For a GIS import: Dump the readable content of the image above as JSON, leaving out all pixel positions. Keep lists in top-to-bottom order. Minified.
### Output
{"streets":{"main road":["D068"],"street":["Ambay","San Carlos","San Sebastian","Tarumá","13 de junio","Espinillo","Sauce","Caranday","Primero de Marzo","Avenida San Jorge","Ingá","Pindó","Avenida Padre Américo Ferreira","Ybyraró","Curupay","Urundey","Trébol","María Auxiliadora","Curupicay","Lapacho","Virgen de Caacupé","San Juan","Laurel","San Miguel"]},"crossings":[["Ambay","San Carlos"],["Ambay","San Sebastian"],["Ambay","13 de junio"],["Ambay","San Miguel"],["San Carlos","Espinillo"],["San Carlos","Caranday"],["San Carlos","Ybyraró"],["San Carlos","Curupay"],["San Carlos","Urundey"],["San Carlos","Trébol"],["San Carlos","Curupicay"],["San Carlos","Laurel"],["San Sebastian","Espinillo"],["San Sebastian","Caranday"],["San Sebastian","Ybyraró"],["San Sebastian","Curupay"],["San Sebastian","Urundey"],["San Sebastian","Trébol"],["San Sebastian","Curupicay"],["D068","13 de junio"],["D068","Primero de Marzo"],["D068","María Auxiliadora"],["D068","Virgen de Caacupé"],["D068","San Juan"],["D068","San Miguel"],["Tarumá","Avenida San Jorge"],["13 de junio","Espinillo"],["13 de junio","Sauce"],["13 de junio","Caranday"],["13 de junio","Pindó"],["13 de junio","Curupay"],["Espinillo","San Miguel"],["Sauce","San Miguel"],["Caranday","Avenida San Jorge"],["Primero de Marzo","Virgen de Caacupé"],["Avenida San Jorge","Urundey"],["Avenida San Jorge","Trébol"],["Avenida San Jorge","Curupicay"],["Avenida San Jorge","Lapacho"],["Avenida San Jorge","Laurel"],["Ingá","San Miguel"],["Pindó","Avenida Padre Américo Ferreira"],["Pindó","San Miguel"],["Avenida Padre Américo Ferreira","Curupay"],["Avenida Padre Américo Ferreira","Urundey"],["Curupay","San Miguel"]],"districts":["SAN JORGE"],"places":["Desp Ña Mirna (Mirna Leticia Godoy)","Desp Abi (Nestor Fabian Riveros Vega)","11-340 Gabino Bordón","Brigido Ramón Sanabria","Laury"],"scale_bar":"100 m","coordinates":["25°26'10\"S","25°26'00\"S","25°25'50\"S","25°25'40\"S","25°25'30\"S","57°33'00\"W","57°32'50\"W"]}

----------

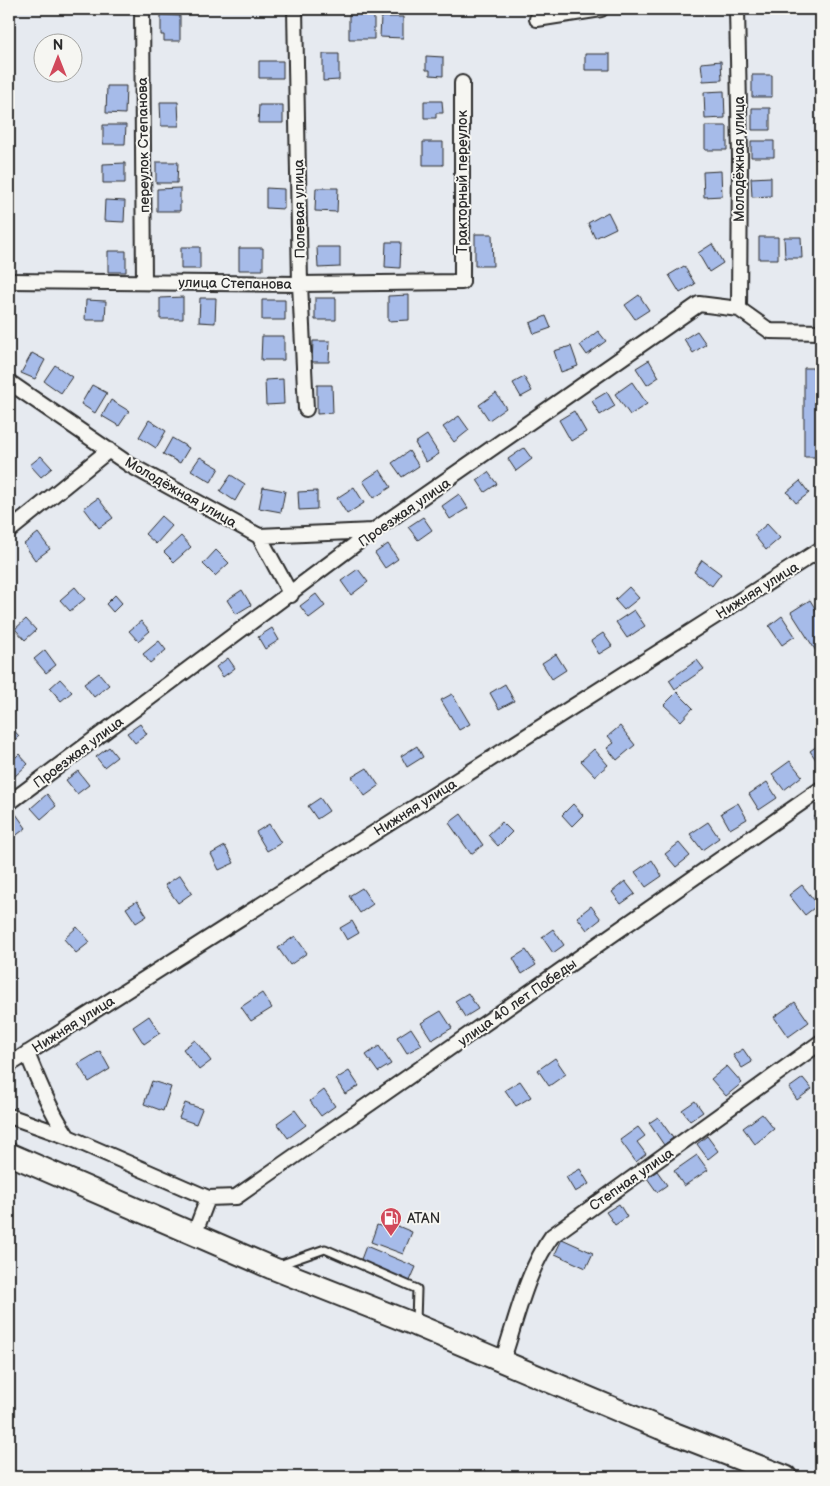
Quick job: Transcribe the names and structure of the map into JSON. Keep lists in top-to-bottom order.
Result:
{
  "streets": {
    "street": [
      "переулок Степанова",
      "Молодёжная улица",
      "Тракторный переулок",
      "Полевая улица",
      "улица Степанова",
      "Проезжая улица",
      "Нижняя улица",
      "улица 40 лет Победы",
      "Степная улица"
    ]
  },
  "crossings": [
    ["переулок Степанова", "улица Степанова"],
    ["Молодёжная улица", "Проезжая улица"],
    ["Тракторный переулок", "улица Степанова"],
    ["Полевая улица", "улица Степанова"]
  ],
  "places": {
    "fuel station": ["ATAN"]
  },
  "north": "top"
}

----------

• _What the task requires_:
If a line above contains the word "JSON", it counts; state how many lines count, and nothing more.

• _Solution to this task_:
2